5-Week Schedule — Dependency Order and Verification Checkpoints
| Week | Work |
|---|---|
| 1 | memcore SQLite schema design + library skeleton |
| 2 | bank/ → memcore conversion (rsync snapshot + migration) |
| 3 | Hermes install + 1 profile + MemoryProvider adapter |
| 4 | Transplant 8 preserved assets + define Hermes profiles (5–6) |
| 5 | Dual-run + verification + cutover |
Each week is broken down to input / output / verification / rollback conditions at the day level. At any interruption point in the migration, it must be possible to reconstruct "which stage is currently active." The Week 5 dual-run — running both systems simultaneously before stopping one — carries the most densely defined rollback conditions.
Three Deliverable Specs
1. Hermes-Migration-Detailed-Plan.md
The 5-week schedule itemized as Day 1–35. Each day's input, output, verification criteria, and rollback conditions are defined in table form. The objective: at any arbitrary point mid-migration, "current state · next action · recovery path on failure" must be queryable from a single document.

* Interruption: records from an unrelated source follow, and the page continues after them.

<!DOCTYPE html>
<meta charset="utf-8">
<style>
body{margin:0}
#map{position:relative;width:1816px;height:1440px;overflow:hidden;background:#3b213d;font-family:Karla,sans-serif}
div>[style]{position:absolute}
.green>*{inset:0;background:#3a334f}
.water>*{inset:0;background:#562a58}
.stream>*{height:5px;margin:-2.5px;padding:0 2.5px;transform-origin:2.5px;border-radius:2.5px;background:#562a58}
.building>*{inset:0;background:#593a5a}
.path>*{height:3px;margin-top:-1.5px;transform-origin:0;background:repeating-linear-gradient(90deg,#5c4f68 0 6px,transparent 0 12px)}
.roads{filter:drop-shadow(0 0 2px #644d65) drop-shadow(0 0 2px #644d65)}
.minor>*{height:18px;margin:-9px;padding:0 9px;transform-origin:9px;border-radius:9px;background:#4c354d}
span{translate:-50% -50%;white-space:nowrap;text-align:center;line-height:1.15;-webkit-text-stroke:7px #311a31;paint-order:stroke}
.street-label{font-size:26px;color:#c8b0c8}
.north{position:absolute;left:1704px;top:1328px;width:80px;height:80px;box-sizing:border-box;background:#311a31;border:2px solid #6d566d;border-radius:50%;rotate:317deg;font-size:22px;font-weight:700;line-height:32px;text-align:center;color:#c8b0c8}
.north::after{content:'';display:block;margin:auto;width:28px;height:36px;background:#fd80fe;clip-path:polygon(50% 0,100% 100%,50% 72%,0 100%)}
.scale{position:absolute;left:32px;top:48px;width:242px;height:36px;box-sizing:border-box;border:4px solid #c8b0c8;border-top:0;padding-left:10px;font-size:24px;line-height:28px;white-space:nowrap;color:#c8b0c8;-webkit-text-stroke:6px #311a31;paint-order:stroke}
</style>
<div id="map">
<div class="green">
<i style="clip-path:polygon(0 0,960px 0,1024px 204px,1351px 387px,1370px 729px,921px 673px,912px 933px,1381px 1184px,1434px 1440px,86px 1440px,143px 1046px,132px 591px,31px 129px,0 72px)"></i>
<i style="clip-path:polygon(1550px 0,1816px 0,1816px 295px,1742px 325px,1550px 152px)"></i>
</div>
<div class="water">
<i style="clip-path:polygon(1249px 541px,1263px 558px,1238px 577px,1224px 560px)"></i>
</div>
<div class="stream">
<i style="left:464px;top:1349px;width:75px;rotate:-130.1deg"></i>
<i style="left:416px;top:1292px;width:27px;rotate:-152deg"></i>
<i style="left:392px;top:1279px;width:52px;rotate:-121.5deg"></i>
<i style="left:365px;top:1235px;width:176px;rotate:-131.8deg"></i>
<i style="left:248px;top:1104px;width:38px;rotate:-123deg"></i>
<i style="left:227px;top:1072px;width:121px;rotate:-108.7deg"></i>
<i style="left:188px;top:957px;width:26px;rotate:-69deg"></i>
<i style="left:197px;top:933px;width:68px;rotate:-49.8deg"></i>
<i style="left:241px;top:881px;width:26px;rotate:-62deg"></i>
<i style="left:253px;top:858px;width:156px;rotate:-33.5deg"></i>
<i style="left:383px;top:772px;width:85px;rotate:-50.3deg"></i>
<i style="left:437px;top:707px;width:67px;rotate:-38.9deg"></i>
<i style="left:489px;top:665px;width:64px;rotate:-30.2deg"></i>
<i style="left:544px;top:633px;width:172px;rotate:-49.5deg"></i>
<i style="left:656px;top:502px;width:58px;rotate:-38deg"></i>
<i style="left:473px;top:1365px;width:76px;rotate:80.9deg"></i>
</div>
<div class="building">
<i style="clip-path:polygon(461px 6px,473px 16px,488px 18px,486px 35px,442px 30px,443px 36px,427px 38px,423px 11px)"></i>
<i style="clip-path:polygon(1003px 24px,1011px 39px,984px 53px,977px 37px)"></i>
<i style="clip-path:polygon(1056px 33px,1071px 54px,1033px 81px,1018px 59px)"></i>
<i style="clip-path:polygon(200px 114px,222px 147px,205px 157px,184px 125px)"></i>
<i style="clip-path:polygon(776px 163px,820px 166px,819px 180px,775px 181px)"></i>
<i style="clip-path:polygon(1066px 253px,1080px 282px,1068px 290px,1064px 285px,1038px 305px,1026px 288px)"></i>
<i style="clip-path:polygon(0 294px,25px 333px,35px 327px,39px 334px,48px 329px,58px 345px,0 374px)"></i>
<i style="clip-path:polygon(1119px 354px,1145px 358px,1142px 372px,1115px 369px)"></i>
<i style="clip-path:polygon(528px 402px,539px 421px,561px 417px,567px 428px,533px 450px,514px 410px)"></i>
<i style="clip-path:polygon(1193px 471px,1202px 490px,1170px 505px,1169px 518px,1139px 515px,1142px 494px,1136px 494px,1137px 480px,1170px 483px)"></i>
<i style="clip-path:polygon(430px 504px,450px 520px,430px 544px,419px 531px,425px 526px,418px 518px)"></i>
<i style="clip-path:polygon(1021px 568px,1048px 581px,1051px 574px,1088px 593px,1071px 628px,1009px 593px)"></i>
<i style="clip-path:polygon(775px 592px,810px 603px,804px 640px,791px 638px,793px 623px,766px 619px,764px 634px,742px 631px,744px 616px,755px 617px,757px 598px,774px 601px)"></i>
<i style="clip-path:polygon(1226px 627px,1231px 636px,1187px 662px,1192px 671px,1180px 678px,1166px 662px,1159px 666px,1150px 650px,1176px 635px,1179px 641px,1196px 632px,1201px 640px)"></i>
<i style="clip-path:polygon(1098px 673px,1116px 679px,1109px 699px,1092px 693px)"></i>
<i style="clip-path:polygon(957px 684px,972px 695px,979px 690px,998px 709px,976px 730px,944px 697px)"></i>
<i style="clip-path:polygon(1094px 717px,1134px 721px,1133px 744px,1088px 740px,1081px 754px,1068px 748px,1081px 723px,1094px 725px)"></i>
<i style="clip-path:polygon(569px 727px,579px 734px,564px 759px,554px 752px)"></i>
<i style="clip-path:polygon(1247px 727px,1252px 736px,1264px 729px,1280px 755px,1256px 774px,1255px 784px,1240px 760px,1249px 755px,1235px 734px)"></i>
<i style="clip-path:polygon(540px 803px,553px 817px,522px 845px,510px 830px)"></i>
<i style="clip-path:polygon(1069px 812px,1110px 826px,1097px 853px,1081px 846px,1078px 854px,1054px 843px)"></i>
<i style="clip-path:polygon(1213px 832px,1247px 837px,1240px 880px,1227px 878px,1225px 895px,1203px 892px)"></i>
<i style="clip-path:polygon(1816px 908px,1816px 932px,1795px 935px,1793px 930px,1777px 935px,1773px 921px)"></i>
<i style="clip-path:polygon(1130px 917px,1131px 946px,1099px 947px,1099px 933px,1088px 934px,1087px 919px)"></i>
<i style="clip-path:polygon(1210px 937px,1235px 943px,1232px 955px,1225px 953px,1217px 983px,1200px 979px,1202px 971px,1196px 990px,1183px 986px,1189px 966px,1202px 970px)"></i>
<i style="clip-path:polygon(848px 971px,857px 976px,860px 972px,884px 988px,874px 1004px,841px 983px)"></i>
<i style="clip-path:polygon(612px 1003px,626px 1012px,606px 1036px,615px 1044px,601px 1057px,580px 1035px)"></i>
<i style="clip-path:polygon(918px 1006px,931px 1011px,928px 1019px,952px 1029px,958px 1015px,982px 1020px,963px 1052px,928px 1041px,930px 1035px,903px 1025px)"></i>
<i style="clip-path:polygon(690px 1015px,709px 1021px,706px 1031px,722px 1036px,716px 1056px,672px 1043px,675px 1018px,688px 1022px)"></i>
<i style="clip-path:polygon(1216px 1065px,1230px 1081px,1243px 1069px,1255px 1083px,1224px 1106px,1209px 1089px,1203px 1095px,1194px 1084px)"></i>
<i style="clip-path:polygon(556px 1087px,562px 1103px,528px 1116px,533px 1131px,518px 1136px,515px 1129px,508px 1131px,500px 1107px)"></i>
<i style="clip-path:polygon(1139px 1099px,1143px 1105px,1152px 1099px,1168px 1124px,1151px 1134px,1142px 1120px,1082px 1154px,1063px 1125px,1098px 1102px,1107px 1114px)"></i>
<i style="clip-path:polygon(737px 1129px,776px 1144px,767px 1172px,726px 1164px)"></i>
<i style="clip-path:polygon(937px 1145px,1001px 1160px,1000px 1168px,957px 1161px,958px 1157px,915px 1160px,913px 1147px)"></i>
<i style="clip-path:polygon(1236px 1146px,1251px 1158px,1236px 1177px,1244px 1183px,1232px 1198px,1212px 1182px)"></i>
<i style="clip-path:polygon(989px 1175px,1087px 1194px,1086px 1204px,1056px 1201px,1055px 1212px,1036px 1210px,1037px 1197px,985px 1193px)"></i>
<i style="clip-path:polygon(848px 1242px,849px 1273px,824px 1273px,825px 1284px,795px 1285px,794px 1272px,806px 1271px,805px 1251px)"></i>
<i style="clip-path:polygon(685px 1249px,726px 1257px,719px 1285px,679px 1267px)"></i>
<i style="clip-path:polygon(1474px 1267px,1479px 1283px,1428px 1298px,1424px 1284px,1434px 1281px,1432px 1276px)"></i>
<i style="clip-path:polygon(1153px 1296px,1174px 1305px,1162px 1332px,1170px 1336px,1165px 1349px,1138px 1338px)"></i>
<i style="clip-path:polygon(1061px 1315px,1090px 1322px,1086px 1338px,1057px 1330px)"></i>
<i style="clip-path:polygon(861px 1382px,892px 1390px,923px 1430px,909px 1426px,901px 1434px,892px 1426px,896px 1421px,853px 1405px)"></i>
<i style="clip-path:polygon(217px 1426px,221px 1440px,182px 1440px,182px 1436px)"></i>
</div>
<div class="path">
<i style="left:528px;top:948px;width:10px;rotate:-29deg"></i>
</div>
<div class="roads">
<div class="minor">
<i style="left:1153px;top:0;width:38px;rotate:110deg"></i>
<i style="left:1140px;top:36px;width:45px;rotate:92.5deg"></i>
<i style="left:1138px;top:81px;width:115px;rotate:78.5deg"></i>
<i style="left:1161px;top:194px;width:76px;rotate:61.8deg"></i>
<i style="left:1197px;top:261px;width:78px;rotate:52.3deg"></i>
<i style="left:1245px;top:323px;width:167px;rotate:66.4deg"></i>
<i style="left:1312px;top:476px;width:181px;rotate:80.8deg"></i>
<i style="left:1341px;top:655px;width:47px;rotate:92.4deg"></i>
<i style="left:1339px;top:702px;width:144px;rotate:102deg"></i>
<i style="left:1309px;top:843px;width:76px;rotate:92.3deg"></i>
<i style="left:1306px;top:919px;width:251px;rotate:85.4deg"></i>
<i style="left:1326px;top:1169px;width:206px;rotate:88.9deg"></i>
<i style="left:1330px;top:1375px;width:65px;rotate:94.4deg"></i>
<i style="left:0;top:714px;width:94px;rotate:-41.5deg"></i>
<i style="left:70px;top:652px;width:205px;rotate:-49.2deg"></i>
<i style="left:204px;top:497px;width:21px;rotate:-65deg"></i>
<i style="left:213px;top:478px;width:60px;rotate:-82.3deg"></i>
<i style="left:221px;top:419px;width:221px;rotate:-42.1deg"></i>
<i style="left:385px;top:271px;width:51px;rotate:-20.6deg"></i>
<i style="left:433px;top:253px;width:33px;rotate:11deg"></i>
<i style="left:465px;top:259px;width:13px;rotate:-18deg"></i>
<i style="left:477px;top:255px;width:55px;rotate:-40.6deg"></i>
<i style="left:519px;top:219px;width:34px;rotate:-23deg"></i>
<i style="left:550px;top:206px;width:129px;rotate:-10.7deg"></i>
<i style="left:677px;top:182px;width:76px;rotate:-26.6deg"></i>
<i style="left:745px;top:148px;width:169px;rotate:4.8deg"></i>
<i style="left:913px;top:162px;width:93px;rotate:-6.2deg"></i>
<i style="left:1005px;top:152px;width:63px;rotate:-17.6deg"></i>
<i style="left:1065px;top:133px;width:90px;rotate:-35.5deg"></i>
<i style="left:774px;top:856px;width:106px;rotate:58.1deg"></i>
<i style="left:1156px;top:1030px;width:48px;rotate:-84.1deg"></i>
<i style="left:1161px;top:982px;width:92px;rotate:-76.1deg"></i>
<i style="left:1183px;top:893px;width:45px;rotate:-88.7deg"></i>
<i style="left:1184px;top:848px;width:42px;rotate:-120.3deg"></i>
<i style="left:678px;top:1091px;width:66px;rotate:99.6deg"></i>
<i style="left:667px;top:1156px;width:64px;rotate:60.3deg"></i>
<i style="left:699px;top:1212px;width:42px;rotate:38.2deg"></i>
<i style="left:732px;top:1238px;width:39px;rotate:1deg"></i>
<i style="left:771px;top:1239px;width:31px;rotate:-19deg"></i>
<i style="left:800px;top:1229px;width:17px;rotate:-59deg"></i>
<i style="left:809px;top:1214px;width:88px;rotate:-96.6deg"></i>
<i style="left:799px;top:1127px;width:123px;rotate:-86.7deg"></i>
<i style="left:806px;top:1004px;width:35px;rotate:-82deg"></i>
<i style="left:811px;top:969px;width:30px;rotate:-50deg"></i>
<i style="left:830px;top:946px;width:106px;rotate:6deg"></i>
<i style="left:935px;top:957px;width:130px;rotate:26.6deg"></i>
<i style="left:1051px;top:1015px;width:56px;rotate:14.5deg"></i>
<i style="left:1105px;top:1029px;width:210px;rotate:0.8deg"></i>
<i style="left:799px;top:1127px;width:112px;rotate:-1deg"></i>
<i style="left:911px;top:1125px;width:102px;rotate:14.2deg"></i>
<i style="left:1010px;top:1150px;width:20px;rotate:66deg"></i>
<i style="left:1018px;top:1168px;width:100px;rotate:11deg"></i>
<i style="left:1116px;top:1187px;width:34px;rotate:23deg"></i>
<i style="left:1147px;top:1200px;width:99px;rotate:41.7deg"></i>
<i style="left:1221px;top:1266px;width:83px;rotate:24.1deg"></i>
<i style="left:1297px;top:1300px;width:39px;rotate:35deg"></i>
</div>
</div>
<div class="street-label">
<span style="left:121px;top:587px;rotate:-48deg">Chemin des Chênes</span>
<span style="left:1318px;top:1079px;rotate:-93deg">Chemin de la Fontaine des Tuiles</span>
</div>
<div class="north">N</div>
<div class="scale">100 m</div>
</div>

2. Hermes-Profile-Definitions.md
Draft AGENTS.md for 5–6 Hermes profiles:
- mir-coordinator — user persona, routing
- research — web research + Deep Mode
- writer — writing
- coder — coding + CLI
- google-workspace — Gmail / Calendar
- memory-ops — Reflect, audit, housekeeping
Each profile explicitly declares its active skill categories. The compression from multiple workspaces down to 6 profiles is the core design point and is the tangible output of category G (Profile Mapping).
3. memcore-API-Spec.md
External API signatures for the memcore library. Includes a mapping table to Hermes's MemoryProvider interface — initialize / system_prompt_block / prefetch / sync_turn / get_tool_schemas / handle_tool_call / shutdown / on_session_end / on_pre_compress / on_memory_write / on_delegation. This mapping is what makes the Week 3 adapter work mechanical rather than exploratory.
Applicability and Open Questions
Applicability. The function grouping + 5-week cutover template is reusable for any migration satisfying these three conditions: (1) the source system is decomposable into script/skill units; (2) there are sufficient resources to run both systems in parallel; (3) an adapter layer sharing memory/state between the two can be designed. If any of the three conditions is absent, the Week 5 dual-run cannot be structured.
Open questions.
- When the category count exceeds the current breakdown, the grouping benefit diminishes. Where is the upper bound?
- Is day-level granularity sufficient for Week 5 cutover rollback conditions, or does it need to go down to the hour level?
- The MemoryProvider interface's on_pre_compress hook does not map 1:1 to OpenClaw's existing compression logic. Should this gap be absorbed in the adapter, or should the interface itself be adjusted?